Problem statement: Note each line of the listing that contains the string "Keep", and copy it.

Information:
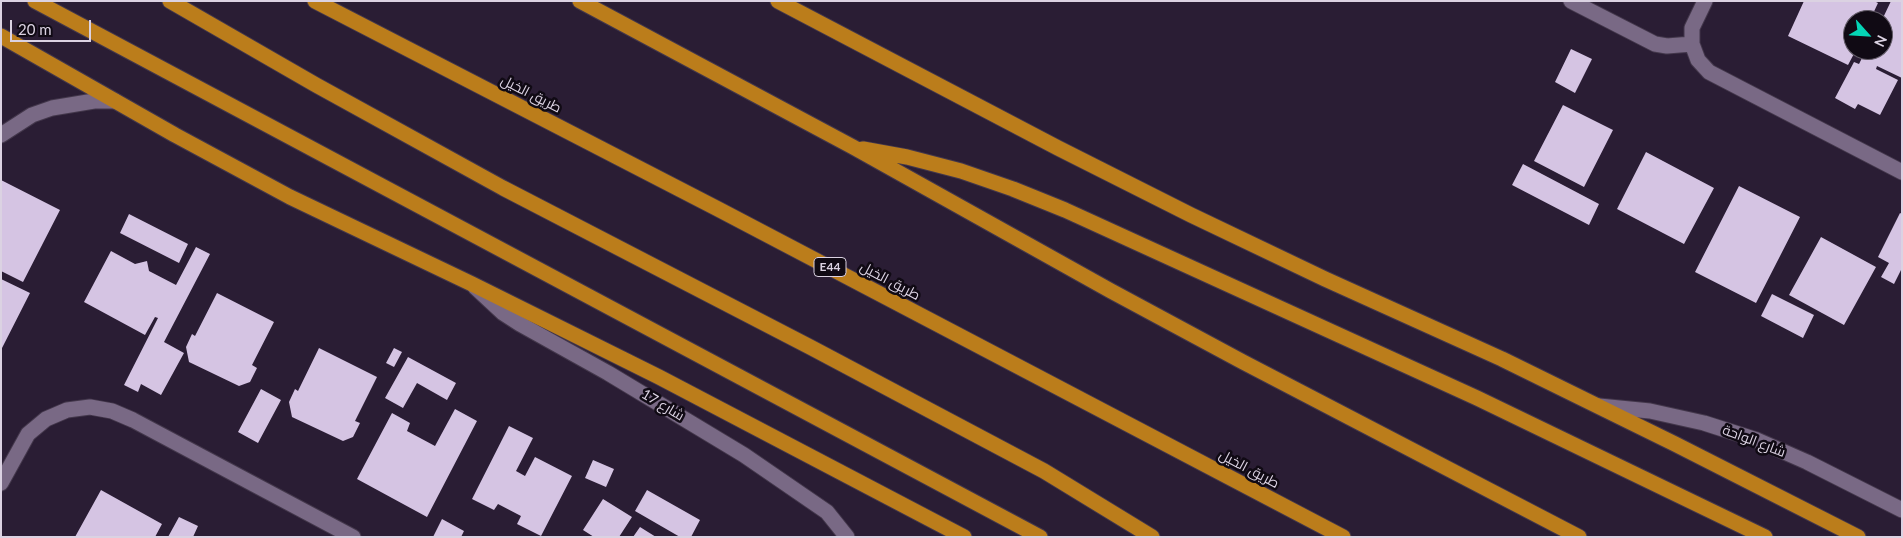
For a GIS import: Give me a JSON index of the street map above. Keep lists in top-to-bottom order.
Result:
{
  "streets": {
    "highway": ["طريق الخيل", "E44"],
    "street": ["17 شارع", "شارع الواحة"]
  },
  "scale_bar": "20 m",
  "north": "bottom right"
}
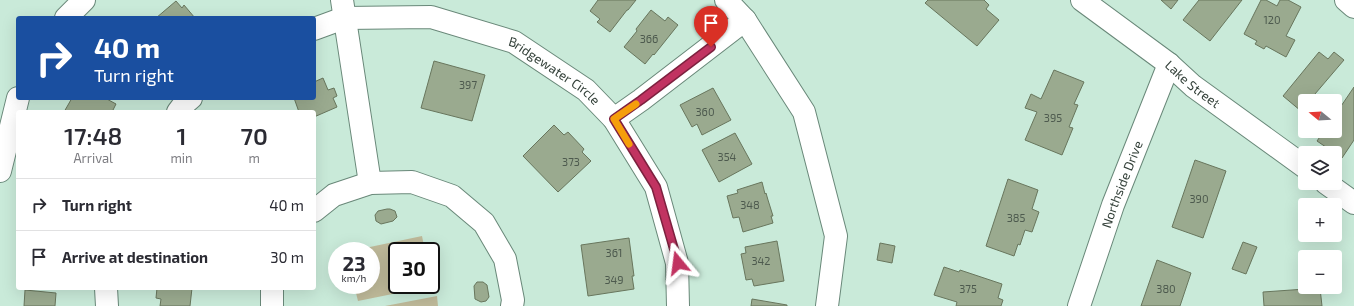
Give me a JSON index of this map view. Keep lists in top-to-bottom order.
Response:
{
  "streets": {
    "street": ["Bridgewater Circle", "Lake Street", "Northside Drive"]
  },
  "crossings": [
    ["Lake Street", "Northside Drive"]
  ],
  "house_numbers": [
    "120",
    "366",
    "397",
    "360",
    "395",
    "354",
    "373",
    "390",
    "348",
    "385",
    "361",
    "342",
    "349",
    "375",
    "380"
  ],
  "north": "left",
  "page": {
    "turn": ["40 m", "Turn right"],
    "map_buttons": ["+", "−"],
    "eta": [
      "17:48",
      "Arrival",
      "1",
      "min",
      "70",
      "m"
    ],
    "list": [
      {
        "name": "Turn right",
        "value": "40 m"
      },
      {
        "name": "Arrive at destination",
        "value": "30 m"
      }
    ],
    "speed": "23 km/h",
    "limit": "30"
  }
}
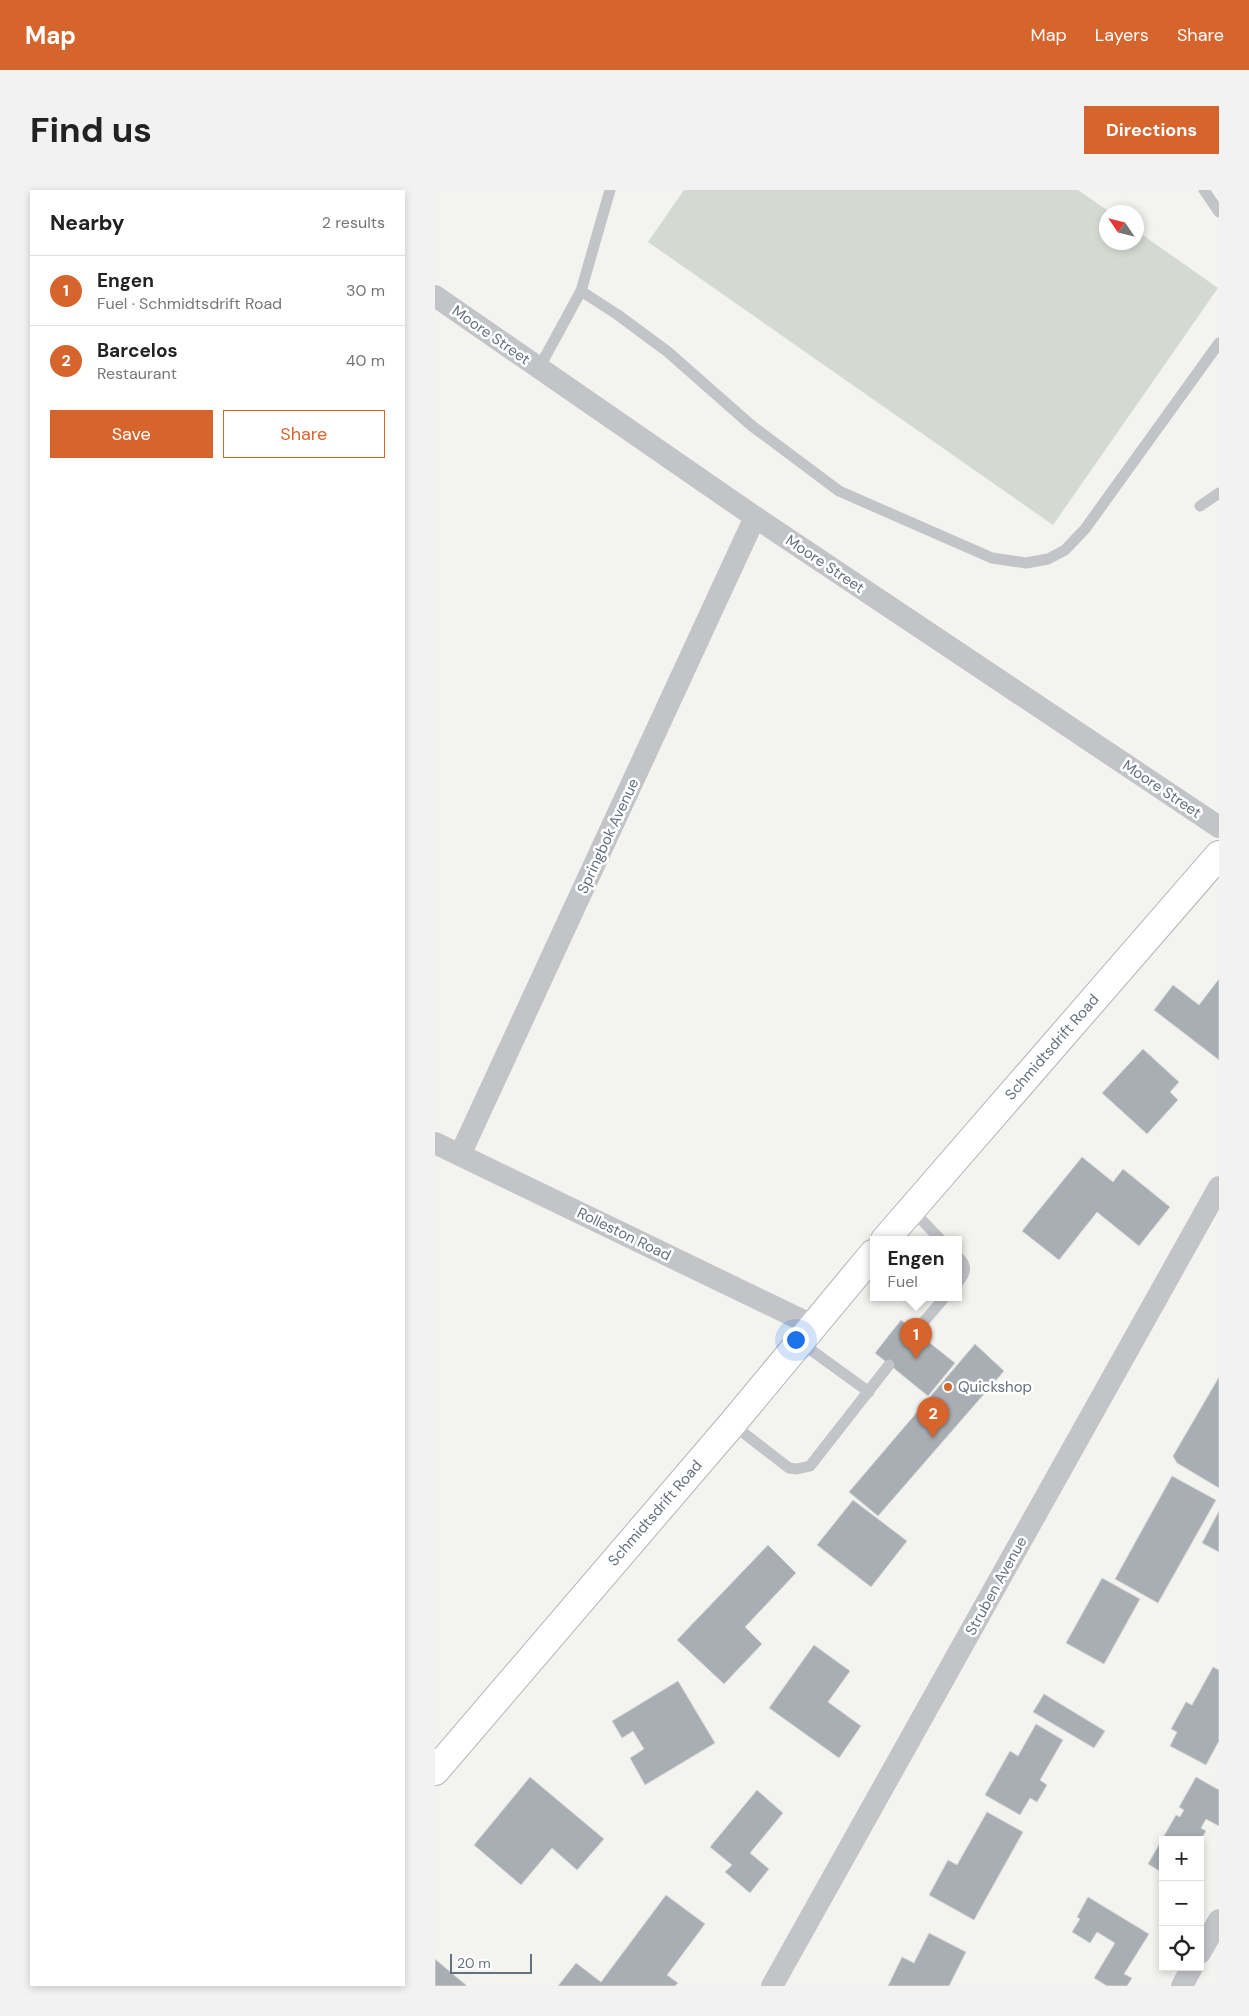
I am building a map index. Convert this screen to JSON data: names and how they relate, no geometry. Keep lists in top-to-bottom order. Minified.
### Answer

Response area:
For a GIS import: Give me a JSON index of the street map above. Keep lists in top-to-bottom order.
Give me a JSON index of this map view. Keep lists in top-to-bottom order.
I am building a map index. Convert this screen to JSON data: names and how they relate, no geometry. Keep lists in top-to-bottom order. Minified.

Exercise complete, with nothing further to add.